Saved entries:
* * * * * * *

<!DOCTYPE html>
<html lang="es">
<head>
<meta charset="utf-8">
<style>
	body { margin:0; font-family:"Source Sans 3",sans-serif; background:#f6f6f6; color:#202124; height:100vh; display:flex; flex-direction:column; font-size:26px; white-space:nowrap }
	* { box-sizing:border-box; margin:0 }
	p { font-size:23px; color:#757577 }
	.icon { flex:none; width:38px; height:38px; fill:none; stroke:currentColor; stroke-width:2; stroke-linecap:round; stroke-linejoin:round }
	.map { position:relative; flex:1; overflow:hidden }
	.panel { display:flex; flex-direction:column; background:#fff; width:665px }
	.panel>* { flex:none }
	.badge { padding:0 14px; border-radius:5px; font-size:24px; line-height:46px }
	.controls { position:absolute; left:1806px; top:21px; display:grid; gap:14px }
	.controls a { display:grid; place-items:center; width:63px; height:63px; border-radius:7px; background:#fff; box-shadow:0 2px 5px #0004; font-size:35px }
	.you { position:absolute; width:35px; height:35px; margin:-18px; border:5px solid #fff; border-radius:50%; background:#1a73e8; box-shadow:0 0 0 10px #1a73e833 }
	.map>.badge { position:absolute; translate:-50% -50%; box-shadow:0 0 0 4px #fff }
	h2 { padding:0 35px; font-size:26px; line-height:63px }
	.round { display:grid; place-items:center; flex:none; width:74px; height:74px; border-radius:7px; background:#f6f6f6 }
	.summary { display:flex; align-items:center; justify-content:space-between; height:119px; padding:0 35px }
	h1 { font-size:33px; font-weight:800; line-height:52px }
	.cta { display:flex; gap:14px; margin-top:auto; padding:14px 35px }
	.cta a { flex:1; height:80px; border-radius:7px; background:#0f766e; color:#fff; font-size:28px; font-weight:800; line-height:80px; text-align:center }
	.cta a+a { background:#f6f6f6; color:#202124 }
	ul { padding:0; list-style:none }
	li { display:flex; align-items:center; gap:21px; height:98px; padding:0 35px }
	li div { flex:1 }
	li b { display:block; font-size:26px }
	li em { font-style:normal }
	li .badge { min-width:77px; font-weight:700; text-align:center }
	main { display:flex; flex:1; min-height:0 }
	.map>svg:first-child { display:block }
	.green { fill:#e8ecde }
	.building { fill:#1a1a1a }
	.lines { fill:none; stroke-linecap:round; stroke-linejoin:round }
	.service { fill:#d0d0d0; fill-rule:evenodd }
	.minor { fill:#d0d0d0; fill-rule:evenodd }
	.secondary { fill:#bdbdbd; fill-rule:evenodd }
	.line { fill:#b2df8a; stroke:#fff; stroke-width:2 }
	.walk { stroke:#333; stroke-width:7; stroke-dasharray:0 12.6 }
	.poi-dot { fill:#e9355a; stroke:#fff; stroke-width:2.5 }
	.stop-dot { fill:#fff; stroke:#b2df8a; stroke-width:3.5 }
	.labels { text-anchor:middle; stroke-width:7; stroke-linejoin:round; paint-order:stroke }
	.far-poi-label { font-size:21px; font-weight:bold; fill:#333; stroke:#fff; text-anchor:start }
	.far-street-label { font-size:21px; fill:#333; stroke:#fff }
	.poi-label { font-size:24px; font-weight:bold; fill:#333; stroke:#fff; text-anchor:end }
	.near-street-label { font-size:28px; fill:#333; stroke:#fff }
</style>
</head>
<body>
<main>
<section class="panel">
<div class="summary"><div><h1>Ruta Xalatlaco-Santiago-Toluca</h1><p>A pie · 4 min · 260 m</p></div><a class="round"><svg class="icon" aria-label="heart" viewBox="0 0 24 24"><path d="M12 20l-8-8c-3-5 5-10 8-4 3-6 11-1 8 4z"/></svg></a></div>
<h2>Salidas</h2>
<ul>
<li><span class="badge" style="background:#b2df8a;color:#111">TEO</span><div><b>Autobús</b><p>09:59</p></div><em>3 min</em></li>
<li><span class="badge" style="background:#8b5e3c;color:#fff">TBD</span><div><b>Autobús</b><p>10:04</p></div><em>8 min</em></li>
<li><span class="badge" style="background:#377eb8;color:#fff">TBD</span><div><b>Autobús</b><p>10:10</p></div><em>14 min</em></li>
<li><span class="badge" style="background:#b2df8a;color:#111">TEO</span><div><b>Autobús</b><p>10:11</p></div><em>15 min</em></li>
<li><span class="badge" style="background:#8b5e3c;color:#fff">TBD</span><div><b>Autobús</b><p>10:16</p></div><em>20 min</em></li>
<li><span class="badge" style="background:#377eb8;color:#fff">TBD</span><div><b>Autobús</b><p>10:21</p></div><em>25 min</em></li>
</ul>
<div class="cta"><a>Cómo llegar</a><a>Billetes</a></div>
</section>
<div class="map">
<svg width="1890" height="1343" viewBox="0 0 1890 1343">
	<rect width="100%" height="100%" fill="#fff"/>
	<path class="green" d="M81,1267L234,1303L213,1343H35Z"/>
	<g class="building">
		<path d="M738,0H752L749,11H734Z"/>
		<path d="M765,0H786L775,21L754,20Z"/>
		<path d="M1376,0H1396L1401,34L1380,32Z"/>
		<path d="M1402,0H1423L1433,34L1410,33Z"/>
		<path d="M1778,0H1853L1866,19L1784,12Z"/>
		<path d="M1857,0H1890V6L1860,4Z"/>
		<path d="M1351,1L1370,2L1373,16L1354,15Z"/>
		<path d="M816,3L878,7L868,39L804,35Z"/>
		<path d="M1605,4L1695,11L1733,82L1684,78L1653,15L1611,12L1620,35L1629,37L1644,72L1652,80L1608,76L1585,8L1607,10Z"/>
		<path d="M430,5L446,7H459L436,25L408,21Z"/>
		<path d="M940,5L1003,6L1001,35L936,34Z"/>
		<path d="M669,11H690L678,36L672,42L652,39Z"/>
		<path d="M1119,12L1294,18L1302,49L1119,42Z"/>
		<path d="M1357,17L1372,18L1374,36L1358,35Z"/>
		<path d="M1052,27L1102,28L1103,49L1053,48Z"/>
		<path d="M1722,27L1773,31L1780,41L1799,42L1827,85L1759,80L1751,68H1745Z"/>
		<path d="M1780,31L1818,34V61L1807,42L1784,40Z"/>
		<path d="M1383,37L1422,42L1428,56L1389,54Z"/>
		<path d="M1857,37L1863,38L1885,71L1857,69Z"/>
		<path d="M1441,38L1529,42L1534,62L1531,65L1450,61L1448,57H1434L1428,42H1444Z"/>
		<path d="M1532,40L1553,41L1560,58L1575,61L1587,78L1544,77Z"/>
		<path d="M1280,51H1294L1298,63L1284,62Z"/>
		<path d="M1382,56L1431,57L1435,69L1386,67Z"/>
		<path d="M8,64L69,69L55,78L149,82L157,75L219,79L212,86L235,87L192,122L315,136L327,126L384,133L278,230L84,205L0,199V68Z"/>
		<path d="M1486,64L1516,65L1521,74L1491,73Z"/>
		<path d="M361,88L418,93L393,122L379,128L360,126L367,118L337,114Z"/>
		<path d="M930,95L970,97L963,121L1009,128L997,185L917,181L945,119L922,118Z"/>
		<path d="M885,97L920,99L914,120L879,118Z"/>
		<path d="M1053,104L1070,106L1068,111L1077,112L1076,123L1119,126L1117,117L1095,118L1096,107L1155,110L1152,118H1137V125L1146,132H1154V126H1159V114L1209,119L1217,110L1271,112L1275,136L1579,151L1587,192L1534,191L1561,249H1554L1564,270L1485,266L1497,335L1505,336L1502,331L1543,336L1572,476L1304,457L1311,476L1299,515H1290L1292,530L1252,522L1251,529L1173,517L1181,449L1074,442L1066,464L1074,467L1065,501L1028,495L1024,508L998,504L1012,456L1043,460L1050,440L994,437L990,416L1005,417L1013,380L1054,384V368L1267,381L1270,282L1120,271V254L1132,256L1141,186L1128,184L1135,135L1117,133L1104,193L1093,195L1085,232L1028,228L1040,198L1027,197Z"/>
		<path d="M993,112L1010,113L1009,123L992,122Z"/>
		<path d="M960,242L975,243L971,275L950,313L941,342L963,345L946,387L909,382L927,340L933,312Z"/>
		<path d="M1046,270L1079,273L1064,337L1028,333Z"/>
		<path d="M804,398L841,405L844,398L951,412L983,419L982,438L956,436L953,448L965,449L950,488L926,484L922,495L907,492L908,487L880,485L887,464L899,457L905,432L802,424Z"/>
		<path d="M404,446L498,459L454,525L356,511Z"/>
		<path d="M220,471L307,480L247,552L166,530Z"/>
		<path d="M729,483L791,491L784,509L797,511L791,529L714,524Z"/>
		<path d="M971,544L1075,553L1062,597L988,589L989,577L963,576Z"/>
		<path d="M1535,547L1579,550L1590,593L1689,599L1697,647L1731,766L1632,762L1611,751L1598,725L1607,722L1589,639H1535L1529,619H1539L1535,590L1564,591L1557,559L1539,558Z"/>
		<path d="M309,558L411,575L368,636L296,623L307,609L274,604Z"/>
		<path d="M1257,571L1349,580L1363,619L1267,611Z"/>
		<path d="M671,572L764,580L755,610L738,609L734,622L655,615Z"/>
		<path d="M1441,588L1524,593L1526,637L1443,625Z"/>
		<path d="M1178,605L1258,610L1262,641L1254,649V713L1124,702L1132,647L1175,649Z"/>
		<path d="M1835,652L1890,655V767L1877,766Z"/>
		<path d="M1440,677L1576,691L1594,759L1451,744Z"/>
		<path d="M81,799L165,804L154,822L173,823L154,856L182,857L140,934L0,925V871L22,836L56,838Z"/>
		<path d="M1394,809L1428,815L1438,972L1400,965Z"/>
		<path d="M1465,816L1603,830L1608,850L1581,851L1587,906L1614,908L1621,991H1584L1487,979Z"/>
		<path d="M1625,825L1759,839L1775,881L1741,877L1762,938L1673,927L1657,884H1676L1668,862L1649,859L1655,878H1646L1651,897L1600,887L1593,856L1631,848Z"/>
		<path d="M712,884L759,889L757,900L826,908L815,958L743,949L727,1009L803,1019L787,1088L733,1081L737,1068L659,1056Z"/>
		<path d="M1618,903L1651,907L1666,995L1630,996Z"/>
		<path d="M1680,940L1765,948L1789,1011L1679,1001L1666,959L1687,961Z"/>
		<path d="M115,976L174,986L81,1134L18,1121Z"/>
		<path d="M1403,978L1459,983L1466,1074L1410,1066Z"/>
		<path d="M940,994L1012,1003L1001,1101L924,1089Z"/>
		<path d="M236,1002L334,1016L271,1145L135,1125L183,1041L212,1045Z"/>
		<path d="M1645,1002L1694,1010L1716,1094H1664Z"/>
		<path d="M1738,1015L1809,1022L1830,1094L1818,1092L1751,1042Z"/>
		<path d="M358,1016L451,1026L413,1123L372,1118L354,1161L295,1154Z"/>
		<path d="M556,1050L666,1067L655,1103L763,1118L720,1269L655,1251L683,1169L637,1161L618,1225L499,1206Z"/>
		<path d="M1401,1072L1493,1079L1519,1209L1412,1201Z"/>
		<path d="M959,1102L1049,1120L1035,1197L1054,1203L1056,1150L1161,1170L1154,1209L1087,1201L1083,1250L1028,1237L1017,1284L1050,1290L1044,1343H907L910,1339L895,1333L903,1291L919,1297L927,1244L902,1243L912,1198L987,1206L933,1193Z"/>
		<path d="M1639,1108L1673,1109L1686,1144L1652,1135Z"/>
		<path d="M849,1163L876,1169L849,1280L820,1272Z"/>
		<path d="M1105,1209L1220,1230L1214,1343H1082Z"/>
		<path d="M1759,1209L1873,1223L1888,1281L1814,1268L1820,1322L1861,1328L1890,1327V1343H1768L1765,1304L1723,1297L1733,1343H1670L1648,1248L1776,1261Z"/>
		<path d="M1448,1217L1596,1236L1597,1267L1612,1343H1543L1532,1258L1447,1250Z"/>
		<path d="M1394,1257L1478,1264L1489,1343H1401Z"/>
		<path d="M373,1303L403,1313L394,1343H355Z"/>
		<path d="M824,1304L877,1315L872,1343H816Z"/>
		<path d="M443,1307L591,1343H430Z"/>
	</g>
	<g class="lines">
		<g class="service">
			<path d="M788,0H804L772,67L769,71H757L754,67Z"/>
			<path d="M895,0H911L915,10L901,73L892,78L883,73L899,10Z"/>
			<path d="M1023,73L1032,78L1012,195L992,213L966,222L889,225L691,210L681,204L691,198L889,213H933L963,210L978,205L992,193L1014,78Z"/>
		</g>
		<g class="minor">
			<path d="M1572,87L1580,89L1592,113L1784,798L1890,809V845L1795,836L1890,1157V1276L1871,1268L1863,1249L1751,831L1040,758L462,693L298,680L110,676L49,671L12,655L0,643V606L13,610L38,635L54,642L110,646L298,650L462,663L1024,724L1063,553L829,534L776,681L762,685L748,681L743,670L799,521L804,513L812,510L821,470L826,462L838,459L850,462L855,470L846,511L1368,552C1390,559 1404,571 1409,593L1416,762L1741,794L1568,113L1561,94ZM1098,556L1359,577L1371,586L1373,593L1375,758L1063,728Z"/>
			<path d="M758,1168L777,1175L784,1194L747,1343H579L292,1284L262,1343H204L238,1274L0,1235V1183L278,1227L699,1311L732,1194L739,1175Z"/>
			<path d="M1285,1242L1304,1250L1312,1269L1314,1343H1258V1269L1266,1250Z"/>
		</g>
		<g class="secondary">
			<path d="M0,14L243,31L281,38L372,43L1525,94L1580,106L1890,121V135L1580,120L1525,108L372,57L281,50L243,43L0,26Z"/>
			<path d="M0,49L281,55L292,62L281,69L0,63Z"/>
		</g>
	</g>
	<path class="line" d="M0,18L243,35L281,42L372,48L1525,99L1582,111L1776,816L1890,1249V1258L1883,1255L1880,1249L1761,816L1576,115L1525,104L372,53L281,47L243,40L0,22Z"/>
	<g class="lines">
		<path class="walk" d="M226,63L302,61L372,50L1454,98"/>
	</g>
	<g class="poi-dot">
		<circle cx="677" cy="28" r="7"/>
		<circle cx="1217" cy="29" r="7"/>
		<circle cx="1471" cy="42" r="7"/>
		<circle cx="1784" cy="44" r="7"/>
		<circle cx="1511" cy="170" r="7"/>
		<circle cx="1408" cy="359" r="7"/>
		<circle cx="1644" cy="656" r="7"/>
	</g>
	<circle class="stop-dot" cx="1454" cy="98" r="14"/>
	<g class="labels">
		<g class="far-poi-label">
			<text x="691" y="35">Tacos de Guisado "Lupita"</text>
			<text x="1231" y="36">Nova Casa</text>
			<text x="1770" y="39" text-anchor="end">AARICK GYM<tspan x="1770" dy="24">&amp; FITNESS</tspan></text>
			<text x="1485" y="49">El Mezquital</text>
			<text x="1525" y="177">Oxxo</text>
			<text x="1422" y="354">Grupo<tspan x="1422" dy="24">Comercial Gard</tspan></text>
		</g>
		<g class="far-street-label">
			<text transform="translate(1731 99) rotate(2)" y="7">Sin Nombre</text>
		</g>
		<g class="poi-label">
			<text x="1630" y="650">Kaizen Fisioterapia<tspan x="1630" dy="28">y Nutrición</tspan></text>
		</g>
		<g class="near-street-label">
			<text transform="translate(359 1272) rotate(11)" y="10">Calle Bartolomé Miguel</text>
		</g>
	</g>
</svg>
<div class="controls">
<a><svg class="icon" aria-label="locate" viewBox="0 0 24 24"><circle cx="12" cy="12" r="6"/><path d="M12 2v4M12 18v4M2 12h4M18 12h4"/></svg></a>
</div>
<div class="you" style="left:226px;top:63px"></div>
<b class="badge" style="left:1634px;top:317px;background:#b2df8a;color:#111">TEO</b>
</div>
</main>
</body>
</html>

* * * * * * *

Beginning with the line that has "position:relative; flex:1; overflow:hidden" and ending with the line that has "padding:0 35px; font-size:26px;", set down the lines above exactly and include no others.

	.map { position:relative; flex:1; overflow:hidden }
	.panel { display:flex; flex-direction:column; background:#fff; width:665px }
	.panel>* { flex:none }
	.badge { padding:0 14px; border-radius:5px; font-size:24px; line-height:46px }
	.controls { position:absolute; left:1806px; top:21px; display:grid; gap:14px }
	.controls a { display:grid; place-items:center; width:63px; height:63px; border-radius:7px; background:#fff; box-shadow:0 2px 5px #0004; font-size:35px }
	.you { position:absolute; width:35px; height:35px; margin:-18px; border:5px solid #fff; border-radius:50%; background:#1a73e8; box-shadow:0 0 0 10px #1a73e833 }
	.map>.badge { position:absolute; translate:-50% -50%; box-shadow:0 0 0 4px #fff }
	h2 { padding:0 35px; font-size:26px; line-height:63px }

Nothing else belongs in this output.